Comme nous ne contrôlons pas les taux d’intérêt, nous devons faire face à cette situation en adoptant une stratégie défensive envers nos finances, en nous attaquant au crédit. Malheureusement, un nombre grandissant de Canadiens accumulent des soldes impayés sur leurs carte de crédit, augmentant ainsi leur endettement. Si la perspective haussière des taux d’intérêt se concrétise, ces consommateurs risquent de creuser leur tombe.
Pour éviter de vous retrouver dans cette situation, vous devez avoir une vue d’ensemble de vos emprunts. Pour ce faire, il faut dans un premier temps faire la liste de tous vos produits de crédit, qu’ils soient utilisés ou non, avec les soldes, les mensualités à payer et les taux d’intérêt qui s’y rattachent, qu’ils soient fixes ou variables. Bien évidemment, vous devriez prioriser vos soldes de cartes de crédit, car habituellement leurs taux d’intérêt sont les plus élevés.

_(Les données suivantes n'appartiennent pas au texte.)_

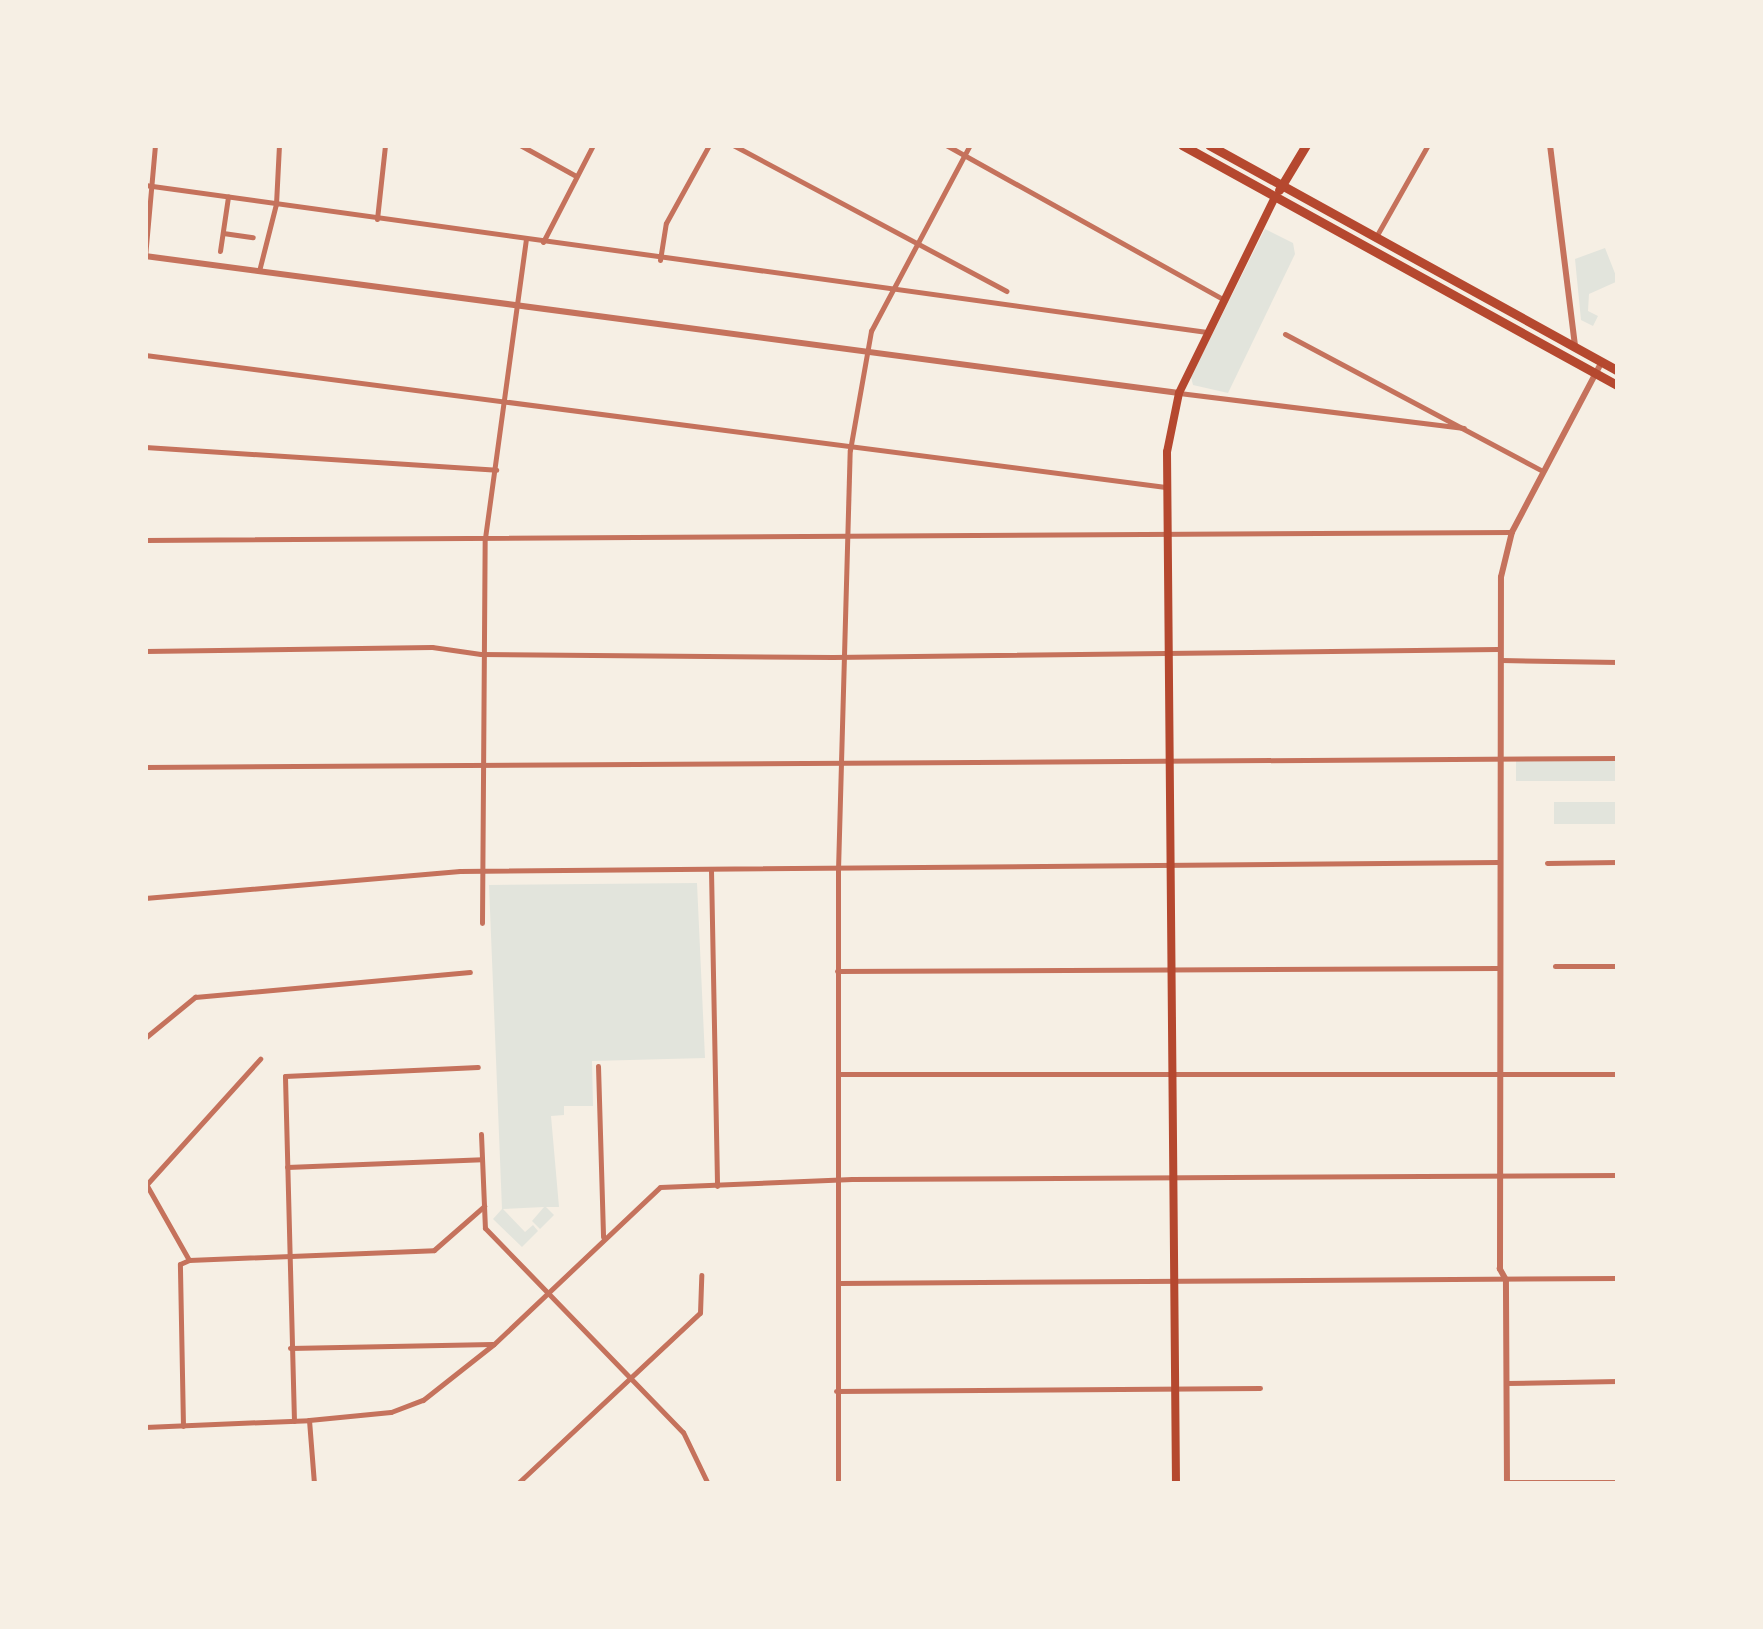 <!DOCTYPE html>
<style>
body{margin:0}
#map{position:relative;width:1763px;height:1629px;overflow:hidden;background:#f6efe4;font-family:Georgia,serif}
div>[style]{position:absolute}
.green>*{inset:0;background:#e2e4dc;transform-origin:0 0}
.minor>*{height:5px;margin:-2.5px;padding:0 2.5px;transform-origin:2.5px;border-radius:2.5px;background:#c5725c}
.tertiary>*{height:6px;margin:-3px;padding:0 3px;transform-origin:3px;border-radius:3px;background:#c5725c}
.secondary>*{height:8px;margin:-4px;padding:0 4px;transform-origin:4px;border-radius:4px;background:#b5482f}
.primary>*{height:9px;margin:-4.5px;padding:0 4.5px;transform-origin:4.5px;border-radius:4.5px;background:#b5482f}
span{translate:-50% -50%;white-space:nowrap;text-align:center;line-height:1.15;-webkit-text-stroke:10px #f6efe4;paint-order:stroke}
.frame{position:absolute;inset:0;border:148px solid #f6efe4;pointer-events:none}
</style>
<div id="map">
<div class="green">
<div style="clip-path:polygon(1265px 229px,1293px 243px,1295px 254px,1228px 393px,1193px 385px,1191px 377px)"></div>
<div style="clip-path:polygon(1605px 248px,1618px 281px,1589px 294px,1588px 311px,1598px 316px,1593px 326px,1581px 320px,1575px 259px)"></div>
<div style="left:1618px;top:760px;width:21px;height:102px;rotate:90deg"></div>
<div style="left:1618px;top:802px;width:22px;height:64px;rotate:90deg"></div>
<div style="clip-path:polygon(697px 883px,705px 1058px,592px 1061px,593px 1106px,564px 1106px,564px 1115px,551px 1116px,559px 1207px,546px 1207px,554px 1215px,540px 1229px,532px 1221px,544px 1207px,503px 1209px,525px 1232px,533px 1225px,538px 1231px,522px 1247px,493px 1219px,502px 1209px,489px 885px)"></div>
</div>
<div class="minor">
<div style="left:520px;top:145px;width:64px;rotate:29deg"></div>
<div style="left:733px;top:145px;width:310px;rotate:28.1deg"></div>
<div style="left:946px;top:145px;width:319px;rotate:29.1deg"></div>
<div style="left:145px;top:185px;width:1072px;rotate:7.88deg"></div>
<div style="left:377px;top:219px;width:74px;rotate:-83.8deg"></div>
<div style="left:223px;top:233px;width:30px;rotate:8deg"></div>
<div style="left:1377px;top:235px;width:103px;rotate:-60.5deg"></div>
<div style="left:543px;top:242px;width:109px;rotate:-62.7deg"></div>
<div style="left:220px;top:251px;width:55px;rotate:-81.6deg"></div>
<div style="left:145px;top:257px;width:112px;rotate:-84.9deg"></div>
<div style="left:660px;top:260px;width:37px;rotate:-81deg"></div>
<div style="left:666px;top:223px;width:89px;rotate:-61.1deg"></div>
<div style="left:259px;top:271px;width:69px;rotate:-75.8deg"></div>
<div style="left:276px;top:204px;width:59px;rotate:-87.1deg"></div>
<div style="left:1285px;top:334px;width:292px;rotate:28deg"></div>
<div style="left:145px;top:355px;width:1029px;rotate:7.37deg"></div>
<div style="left:1179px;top:393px;width:287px;rotate:7deg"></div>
<div style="left:145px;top:447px;width:352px;rotate:3.7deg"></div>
<div style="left:145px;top:540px;width:1367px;rotate:-0.34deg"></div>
<div style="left:145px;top:651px;width:287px;rotate:-0.8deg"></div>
<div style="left:432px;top:647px;width:49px;rotate:8.1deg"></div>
<div style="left:481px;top:654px;width:352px;rotate:0.5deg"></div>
<div style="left:833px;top:657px;width:665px;rotate:-0.69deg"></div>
<div style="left:1501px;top:660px;width:117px;rotate:1deg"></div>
<div style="left:145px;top:767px;width:1473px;rotate:-0.35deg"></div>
<div style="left:1547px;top:863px;width:71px;rotate:-0.8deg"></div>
<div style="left:711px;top:870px;width:316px;rotate:88.9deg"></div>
<div style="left:145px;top:898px;width:316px;rotate:-4.9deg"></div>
<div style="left:460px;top:871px;width:1039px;rotate:-0.5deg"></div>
<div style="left:482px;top:923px;width:385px;rotate:-89.6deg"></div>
<div style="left:485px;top:538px;width:301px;rotate:-82.2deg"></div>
<div style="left:1555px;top:966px;width:63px"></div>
<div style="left:837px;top:971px;width:662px;rotate:-0.26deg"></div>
<div style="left:145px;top:1038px;width:65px;rotate:-39.4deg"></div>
<div style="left:195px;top:997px;width:276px;rotate:-5.2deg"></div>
<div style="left:598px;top:1066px;width:171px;rotate:88.3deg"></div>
<div style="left:839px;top:1074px;width:779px"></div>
<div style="left:481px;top:1134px;width:94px;rotate:87.6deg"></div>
<div style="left:485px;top:1228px;width:284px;rotate:45.9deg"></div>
<div style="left:683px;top:1432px;width:58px;rotate:64.3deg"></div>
<div style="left:287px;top:1167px;width:195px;rotate:-2.3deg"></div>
<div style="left:146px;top:1184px;width:87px;rotate:60.5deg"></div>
<div style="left:147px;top:1184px;width:169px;rotate:-47.9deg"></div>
<div style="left:189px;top:1260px;width:245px;rotate:-2.3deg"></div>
<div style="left:434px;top:1250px;width:67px;rotate:-41.3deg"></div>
<div style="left:839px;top:1283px;width:779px;rotate:-0.37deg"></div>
<div style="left:290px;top:1348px;width:202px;rotate:-1.1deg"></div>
<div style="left:1506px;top:1383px;width:112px;rotate:-1deg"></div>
<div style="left:836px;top:1391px;width:424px;rotate:-0.4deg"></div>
<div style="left:309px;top:1420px;width:64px;rotate:85.5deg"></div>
<div style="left:294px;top:1421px;width:345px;rotate:-91.5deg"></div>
<div style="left:285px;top:1076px;width:193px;rotate:-2.7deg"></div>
<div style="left:183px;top:1426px;width:162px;rotate:-91.1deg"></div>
<div style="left:180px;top:1264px;width:10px;rotate:-24deg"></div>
<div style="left:145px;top:1427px;width:164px;rotate:-2.4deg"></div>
<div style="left:309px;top:1420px;width:82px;rotate:-5.6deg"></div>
<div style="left:391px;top:1412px;width:34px;rotate:-21deg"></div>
<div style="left:423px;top:1400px;width:90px;rotate:-38.3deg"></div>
<div style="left:494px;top:1344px;width:228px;rotate:-43.4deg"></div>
<div style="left:660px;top:1187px;width:192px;rotate:-2.4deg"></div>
<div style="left:852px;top:1179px;width:766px;rotate:-0.3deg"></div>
<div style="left:1507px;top:1482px;width:111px"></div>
<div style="left:517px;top:1484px;width:250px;rotate:-43.1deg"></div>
<div style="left:700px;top:1313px;width:38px;rotate:-88deg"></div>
<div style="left:838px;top:1484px;width:614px;rotate:-90deg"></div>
<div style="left:838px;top:870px;width:420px;rotate:-88.4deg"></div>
<div style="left:850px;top:450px;width:121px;rotate:-80deg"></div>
<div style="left:871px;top:331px;width:211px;rotate:-62deg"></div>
</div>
<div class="tertiary">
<div style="left:1550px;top:145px;width:204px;rotate:82.9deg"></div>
<div style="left:145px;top:256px;width:1043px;rotate:7.55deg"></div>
<div style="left:1507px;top:1484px;width:204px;rotate:-90.3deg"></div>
<div style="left:1506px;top:1280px;width:13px;rotate:-119deg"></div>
<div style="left:1500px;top:1269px;width:692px;rotate:-89.92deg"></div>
<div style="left:1501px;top:577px;width:46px;rotate:-76.3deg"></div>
<div style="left:1512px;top:532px;width:191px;rotate:-62.2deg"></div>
</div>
<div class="secondary">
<div style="left:1176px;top:1484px;width:1032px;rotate:-90.5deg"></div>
<div style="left:1167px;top:452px;width:60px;rotate:-78.5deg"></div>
<div style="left:1179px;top:393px;width:218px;rotate:-63.9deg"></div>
</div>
<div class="primary">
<div style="left:1182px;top:145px;width:498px;rotate:28.9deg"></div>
<div style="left:1209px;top:145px;width:467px;rotate:28.9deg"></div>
<div style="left:1279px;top:190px;width:52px;rotate:-59deg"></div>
</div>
<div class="frame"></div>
</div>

Ainsi, vos économies de paiement d’intérêt serviront à rembourser vos autres prêts ou vous permettront de mettre des sous de côté.
Si vous ne disposez pas de liquidité pour rembourser vos dettes et si vous avez accumulé assez d’équité sur votre propriété, vous pourriez envisager de refinancer votre hypothèque; souvent, les taux d’intérêt sont inférieurs, la propriété agissant comme garantie. Cependant, en cas de défaillance, l’institution financière pourra saisir la maison.
Toutefois, il est important de souligner que cette façon de faire doit être utilisée uniquement pour réduire votre fardeau d’endettement et non pour financer votre niveau de vie et votre consommation.
La marge de crédit personnelle et la marge hypothécaire peuvent être d’excellents outils pour gérer vos liquidités. Elles offrent des taux d’intérêt très avantageux.